## [TASK GOAL]
Nothing belongs in the answer except the lines of the material that include "Coroplast".

## [MATERIAL SHOWN]
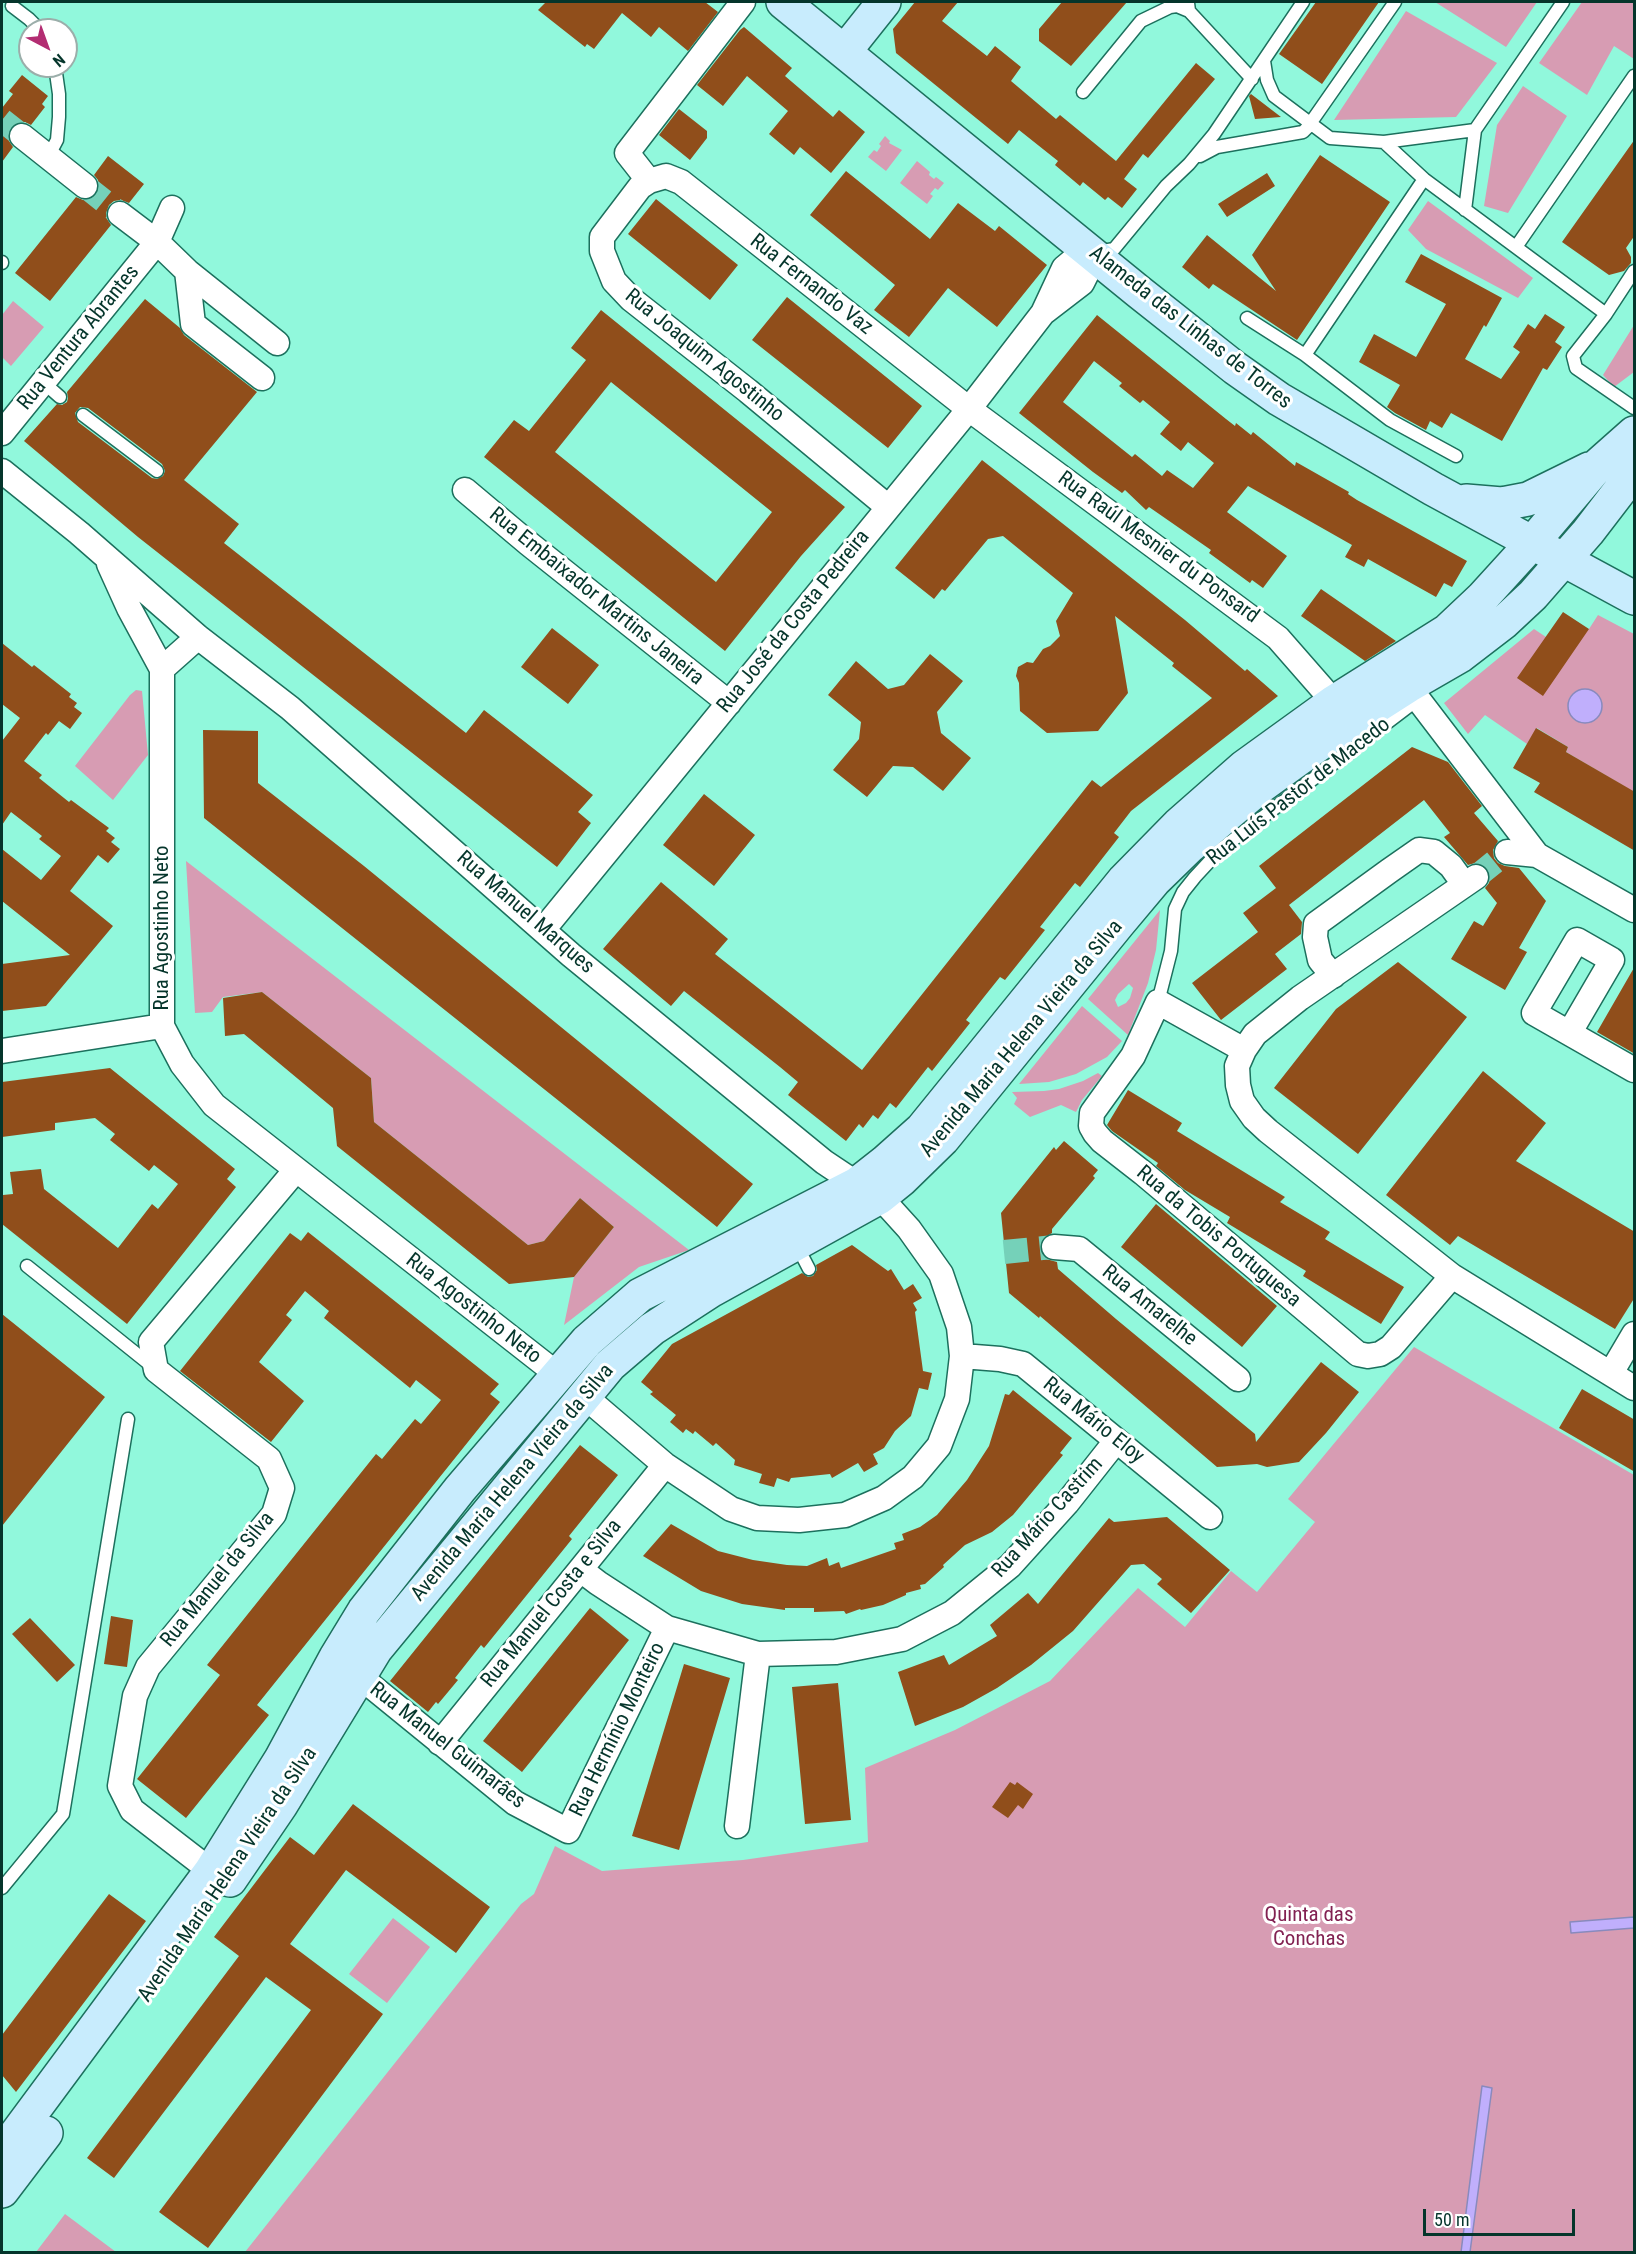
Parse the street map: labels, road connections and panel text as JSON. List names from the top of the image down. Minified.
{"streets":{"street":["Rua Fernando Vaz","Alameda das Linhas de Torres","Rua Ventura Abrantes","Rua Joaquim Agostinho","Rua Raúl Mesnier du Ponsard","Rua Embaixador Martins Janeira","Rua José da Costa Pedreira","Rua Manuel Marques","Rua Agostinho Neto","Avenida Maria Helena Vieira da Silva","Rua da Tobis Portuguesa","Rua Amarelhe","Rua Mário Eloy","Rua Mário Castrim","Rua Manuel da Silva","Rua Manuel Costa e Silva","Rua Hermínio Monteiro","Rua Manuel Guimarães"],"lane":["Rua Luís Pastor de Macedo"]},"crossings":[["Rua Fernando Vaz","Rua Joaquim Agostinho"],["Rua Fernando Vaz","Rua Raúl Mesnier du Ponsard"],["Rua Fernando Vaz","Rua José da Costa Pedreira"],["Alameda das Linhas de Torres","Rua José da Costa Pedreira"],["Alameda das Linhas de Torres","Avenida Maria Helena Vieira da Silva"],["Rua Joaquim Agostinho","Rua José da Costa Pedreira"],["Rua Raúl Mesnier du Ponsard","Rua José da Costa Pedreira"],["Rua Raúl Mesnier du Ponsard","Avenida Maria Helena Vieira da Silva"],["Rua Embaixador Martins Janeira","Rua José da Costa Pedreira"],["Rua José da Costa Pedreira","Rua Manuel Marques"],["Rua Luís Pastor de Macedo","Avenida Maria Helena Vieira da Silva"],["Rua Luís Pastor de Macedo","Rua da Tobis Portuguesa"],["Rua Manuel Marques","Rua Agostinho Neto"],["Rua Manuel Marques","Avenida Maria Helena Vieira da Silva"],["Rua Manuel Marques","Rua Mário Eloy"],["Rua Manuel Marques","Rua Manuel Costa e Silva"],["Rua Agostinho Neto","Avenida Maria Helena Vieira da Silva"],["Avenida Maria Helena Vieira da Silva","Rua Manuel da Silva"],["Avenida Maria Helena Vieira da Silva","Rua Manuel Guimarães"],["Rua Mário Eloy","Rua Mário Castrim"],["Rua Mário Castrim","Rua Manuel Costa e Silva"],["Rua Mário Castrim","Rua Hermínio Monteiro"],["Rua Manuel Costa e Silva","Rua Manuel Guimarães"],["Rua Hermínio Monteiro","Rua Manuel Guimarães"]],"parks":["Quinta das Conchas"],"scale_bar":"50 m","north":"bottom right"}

--

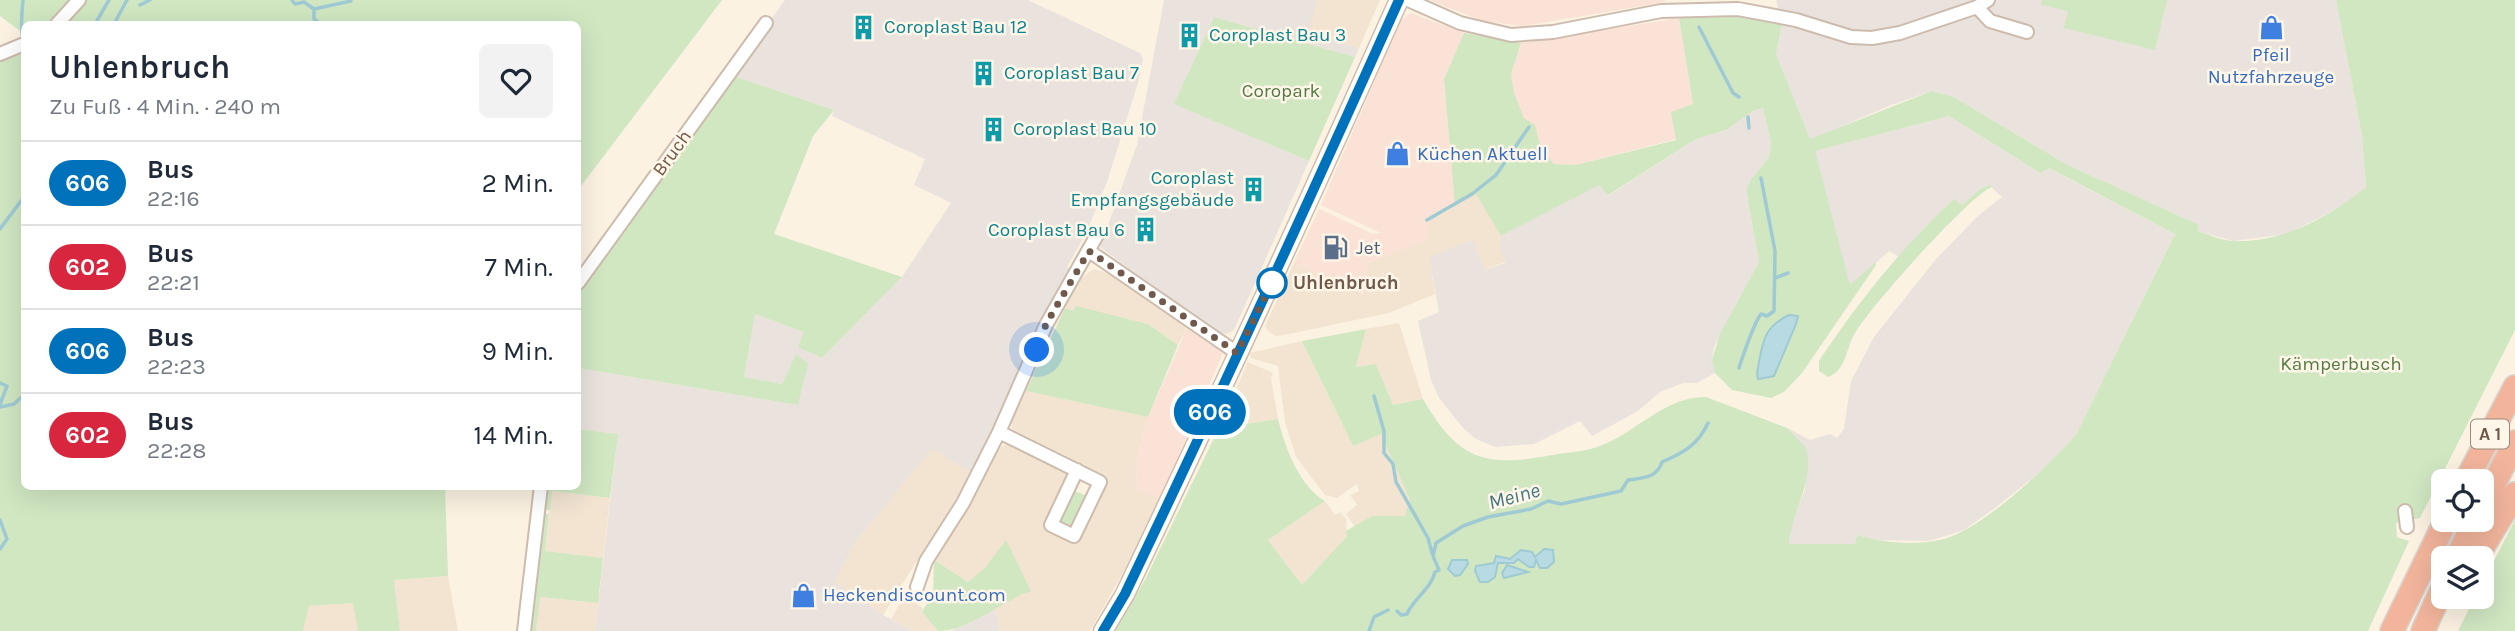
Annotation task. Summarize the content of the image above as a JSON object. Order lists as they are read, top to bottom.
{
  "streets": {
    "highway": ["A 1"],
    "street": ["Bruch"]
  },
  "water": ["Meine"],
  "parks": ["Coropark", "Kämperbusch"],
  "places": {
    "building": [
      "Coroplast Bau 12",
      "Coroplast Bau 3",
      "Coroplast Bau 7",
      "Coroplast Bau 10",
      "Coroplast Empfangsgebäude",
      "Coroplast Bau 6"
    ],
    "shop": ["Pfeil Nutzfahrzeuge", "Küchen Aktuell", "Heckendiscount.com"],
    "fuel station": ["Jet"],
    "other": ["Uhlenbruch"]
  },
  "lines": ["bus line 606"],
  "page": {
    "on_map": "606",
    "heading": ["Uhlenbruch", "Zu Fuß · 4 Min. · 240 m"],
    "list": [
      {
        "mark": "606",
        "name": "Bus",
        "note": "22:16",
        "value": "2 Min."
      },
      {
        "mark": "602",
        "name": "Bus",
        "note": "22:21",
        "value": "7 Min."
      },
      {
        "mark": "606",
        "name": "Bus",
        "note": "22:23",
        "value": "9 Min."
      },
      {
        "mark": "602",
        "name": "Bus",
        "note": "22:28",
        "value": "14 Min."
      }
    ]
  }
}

## [ANSWER FOR THIS EXERCISE]
      "Coroplast Bau 12",
      "Coroplast Bau 3",
      "Coroplast Bau 7",
      "Coroplast Bau 10",
      "Coroplast Empfangsgebäude",
      "Coroplast Bau 6"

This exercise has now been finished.